──────── Data for analysis ────────
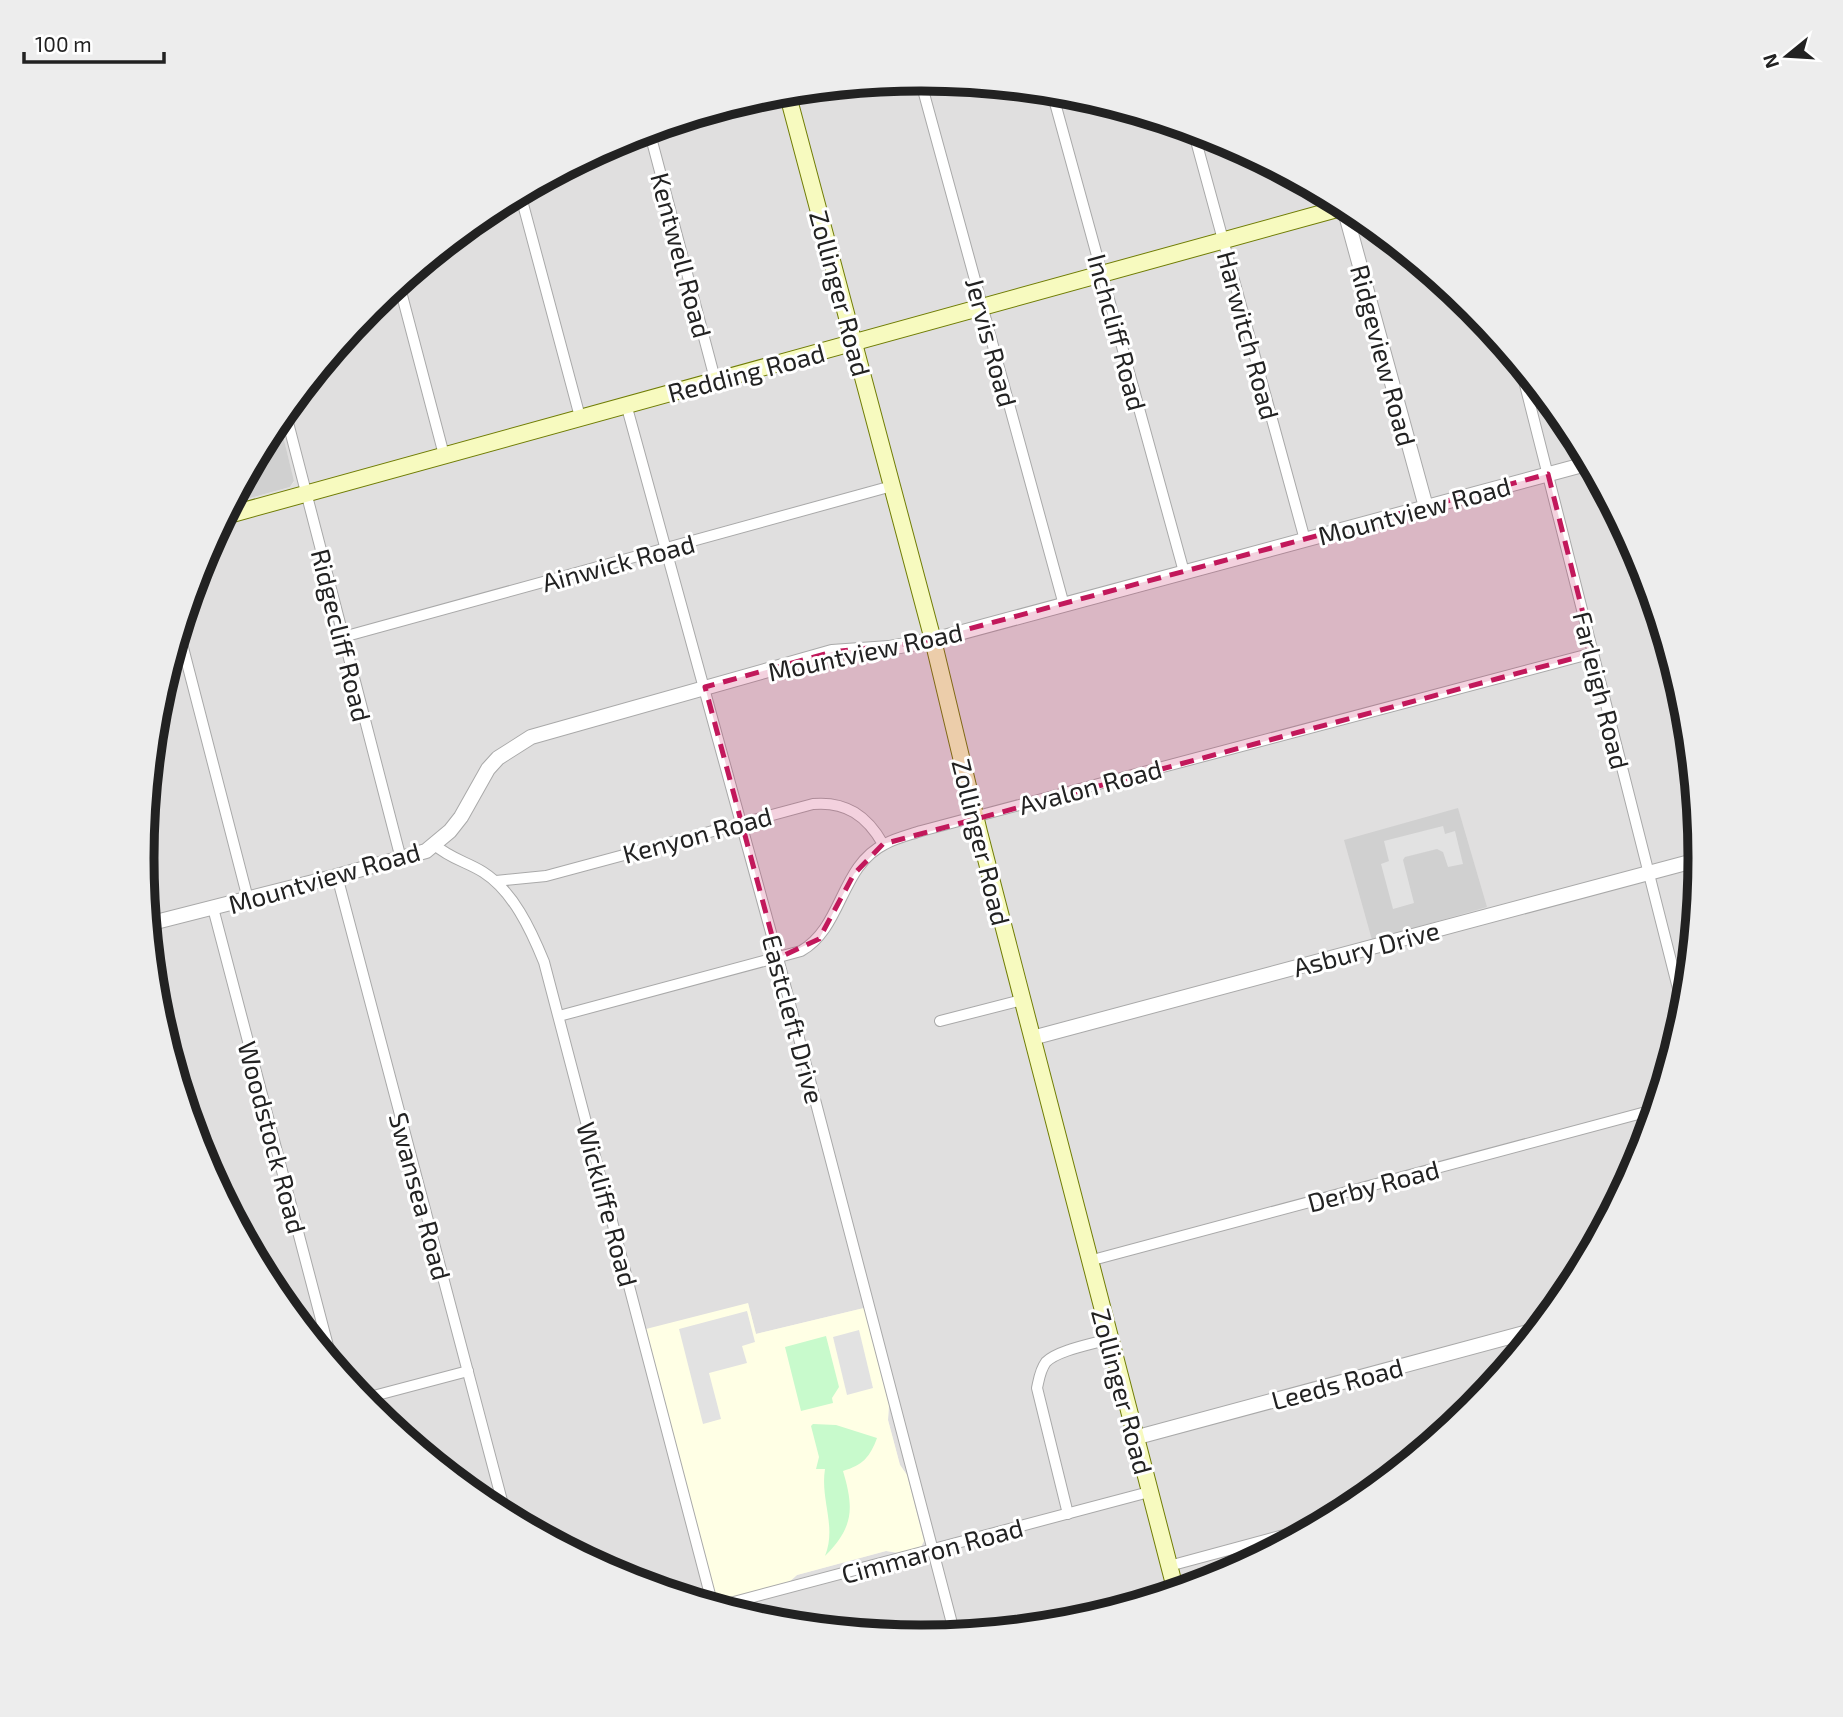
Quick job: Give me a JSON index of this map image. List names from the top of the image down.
{
  "streets": {
    "main road": ["Zollinger Road", "Redding Road"],
    "street": [
      "Kentwell Road",
      "Inchcliff Road",
      "Harwitch Road",
      "Jervis Road",
      "Ridgeview Road",
      "Mountview Road",
      "Ainwick Road",
      "Ridgecliff Road",
      "Farleigh Road",
      "Avalon Road",
      "Kenyon Road",
      "Asbury Drive",
      "Eastcleft Drive",
      "Woodstock Road",
      "Derby Road",
      "Swansea Road",
      "Wickliffe Road",
      "Leeds Road",
      "Cimmaron Road"
    ]
  },
  "crossings": [
    ["Kentwell Road", "Redding Road"],
    ["Zollinger Road", "Redding Road"],
    ["Zollinger Road", "Mountview Road"],
    ["Zollinger Road", "Ainwick Road"],
    ["Zollinger Road", "Avalon Road"],
    ["Zollinger Road", "Asbury Drive"],
    ["Zollinger Road", "Derby Road"],
    ["Zollinger Road", "Leeds Road"],
    ["Zollinger Road", "Cimmaron Road"],
    ["Inchcliff Road", "Redding Road"],
    ["Inchcliff Road", "Mountview Road"],
    ["Harwitch Road", "Redding Road"],
    ["Harwitch Road", "Mountview Road"],
    ["Jervis Road", "Redding Road"],
    ["Jervis Road", "Mountview Road"],
    ["Ridgeview Road", "Mountview Road"],
    ["Redding Road", "Ridgecliff Road"],
    ["Redding Road", "Eastcleft Drive"],
    ["Mountview Road", "Ridgecliff Road"],
    ["Mountview Road", "Farleigh Road"],
    ["Mountview Road", "Eastcleft Drive"],
    ["Mountview Road", "Woodstock Road"],
    ["Mountview Road", "Swansea Road"],
    ["Mountview Road", "Wickliffe Road"],
    ["Ainwick Road", "Ridgecliff Road"],
    ["Ainwick Road", "Eastcleft Drive"],
    ["Farleigh Road", "Avalon Road"],
    ["Farleigh Road", "Asbury Drive"],
    ["Avalon Road", "Kenyon Road"],
    ["Avalon Road", "Eastcleft Drive"],
    ["Avalon Road", "Wickliffe Road"],
    ["Kenyon Road", "Eastcleft Drive"],
    ["Kenyon Road", "Wickliffe Road"],
    ["Eastcleft Drive", "Cimmaron Road"]
  ],
  "scale_bar": "100 m",
  "north": "left"
}
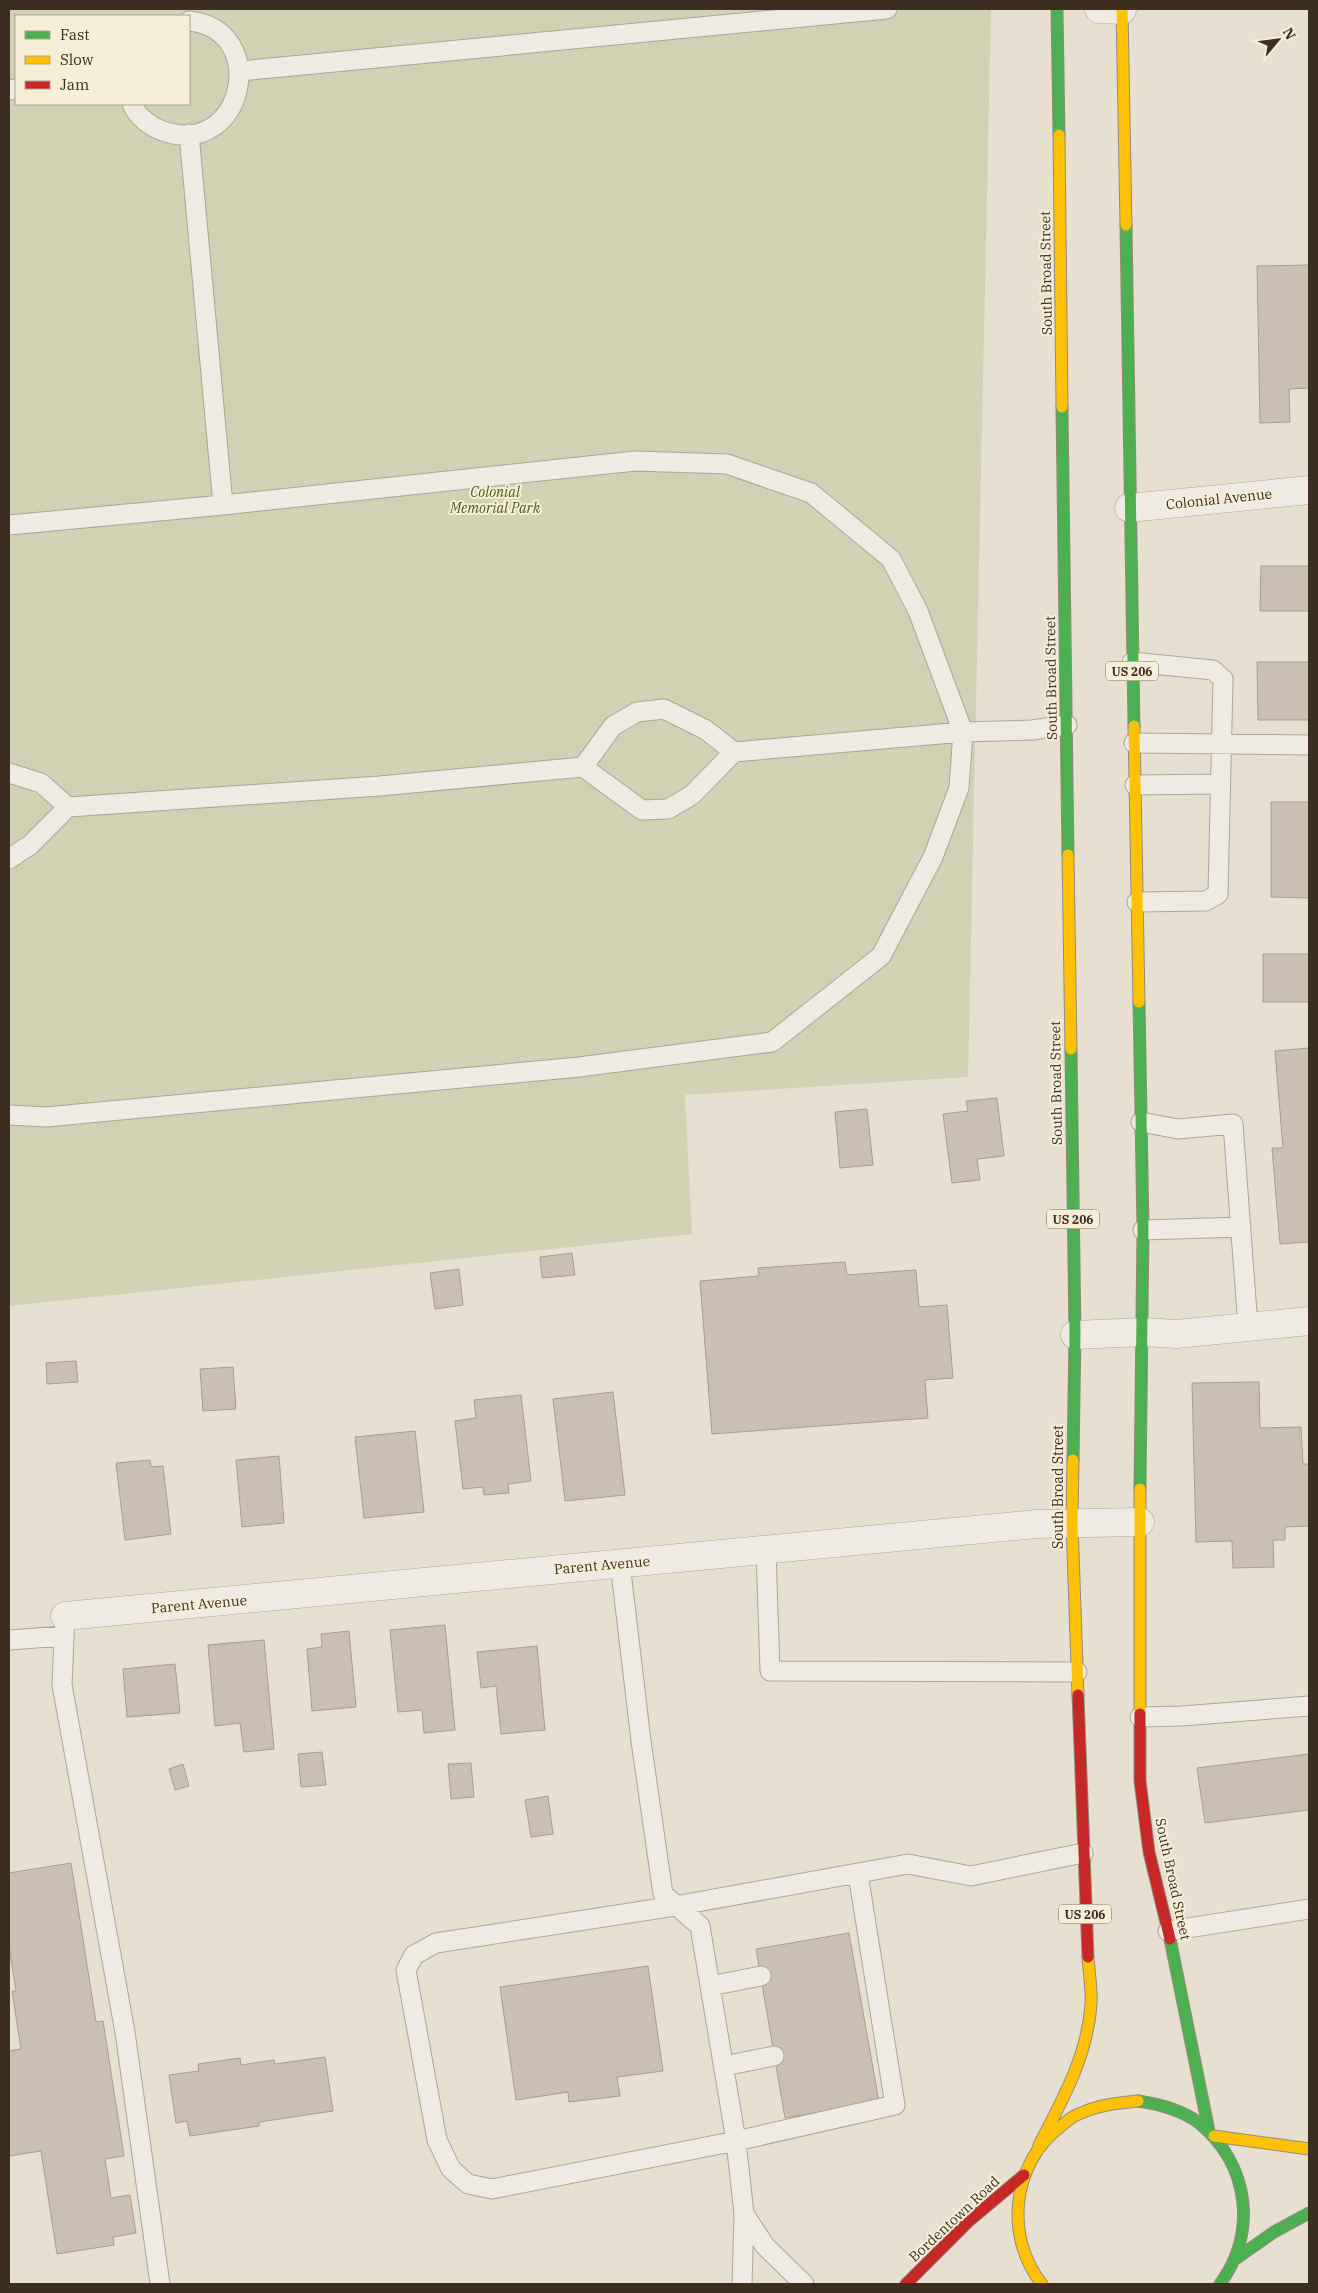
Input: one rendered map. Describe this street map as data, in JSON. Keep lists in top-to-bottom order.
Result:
{
  "streets": {
    "main road": ["South Broad Street", "US 206", "Bordentown Road"],
    "street": ["Colonial Avenue", "Parent Avenue"]
  },
  "crossings": [
    ["South Broad Street", "Colonial Avenue"],
    ["South Broad Street", "Parent Avenue"],
    ["South Broad Street", "Bordentown Road"]
  ],
  "parks": ["Colonial Memorial Park"],
  "legend": ["Fast", "Slow", "Jam"],
  "north": "top right"
}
────────
What is needed is a verbatim copy of the material, minus its pictures.

Quick job: Give me a JSON index of this map image. List names from the top of the image down.
{
  "streets": {
    "main road": ["Zollinger Road", "Redding Road"],
    "street": [
      "Kentwell Road",
      "Inchcliff Road",
      "Harwitch Road",
      "Jervis Road",
      "Ridgeview Road",
      "Mountview Road",
      "Ainwick Road",
      "Ridgecliff Road",
      "Farleigh Road",
      "Avalon Road",
      "Kenyon Road",
      "Asbury Drive",
      "Eastcleft Drive",
      "Woodstock Road",
      "Derby Road",
      "Swansea Road",
      "Wickliffe Road",
      "Leeds Road",
      "Cimmaron Road"
    ]
  },
  "crossings": [
    ["Kentwell Road", "Redding Road"],
    ["Zollinger Road", "Redding Road"],
    ["Zollinger Road", "Mountview Road"],
    ["Zollinger Road", "Ainwick Road"],
    ["Zollinger Road", "Avalon Road"],
    ["Zollinger Road", "Asbury Drive"],
    ["Zollinger Road", "Derby Road"],
    ["Zollinger Road", "Leeds Road"],
    ["Zollinger Road", "Cimmaron Road"],
    ["Inchcliff Road", "Redding Road"],
    ["Inchcliff Road", "Mountview Road"],
    ["Harwitch Road", "Redding Road"],
    ["Harwitch Road", "Mountview Road"],
    ["Jervis Road", "Redding Road"],
    ["Jervis Road", "Mountview Road"],
    ["Ridgeview Road", "Mountview Road"],
    ["Redding Road", "Ridgecliff Road"],
    ["Redding Road", "Eastcleft Drive"],
    ["Mountview Road", "Ridgecliff Road"],
    ["Mountview Road", "Farleigh Road"],
    ["Mountview Road", "Eastcleft Drive"],
    ["Mountview Road", "Woodstock Road"],
    ["Mountview Road", "Swansea Road"],
    ["Mountview Road", "Wickliffe Road"],
    ["Ainwick Road", "Ridgecliff Road"],
    ["Ainwick Road", "Eastcleft Drive"],
    ["Farleigh Road", "Avalon Road"],
    ["Farleigh Road", "Asbury Drive"],
    ["Avalon Road", "Kenyon Road"],
    ["Avalon Road", "Eastcleft Drive"],
    ["Avalon Road", "Wickliffe Road"],
    ["Kenyon Road", "Eastcleft Drive"],
    ["Kenyon Road", "Wickliffe Road"],
    ["Eastcleft Drive", "Cimmaron Road"]
  ],
  "scale_bar": "100 m",
  "north": "left"
}
Input: one rendered map. Describe this street map as data, in JSON. Keep lists in top-to-bottom order.
Result:
{
  "streets": {
    "main road": ["South Broad Street", "US 206", "Bordentown Road"],
    "street": ["Colonial Avenue", "Parent Avenue"]
  },
  "crossings": [
    ["South Broad Street", "Colonial Avenue"],
    ["South Broad Street", "Parent Avenue"],
    ["South Broad Street", "Bordentown Road"]
  ],
  "parks": ["Colonial Memorial Park"],
  "legend": ["Fast", "Slow", "Jam"],
  "north": "top right"
}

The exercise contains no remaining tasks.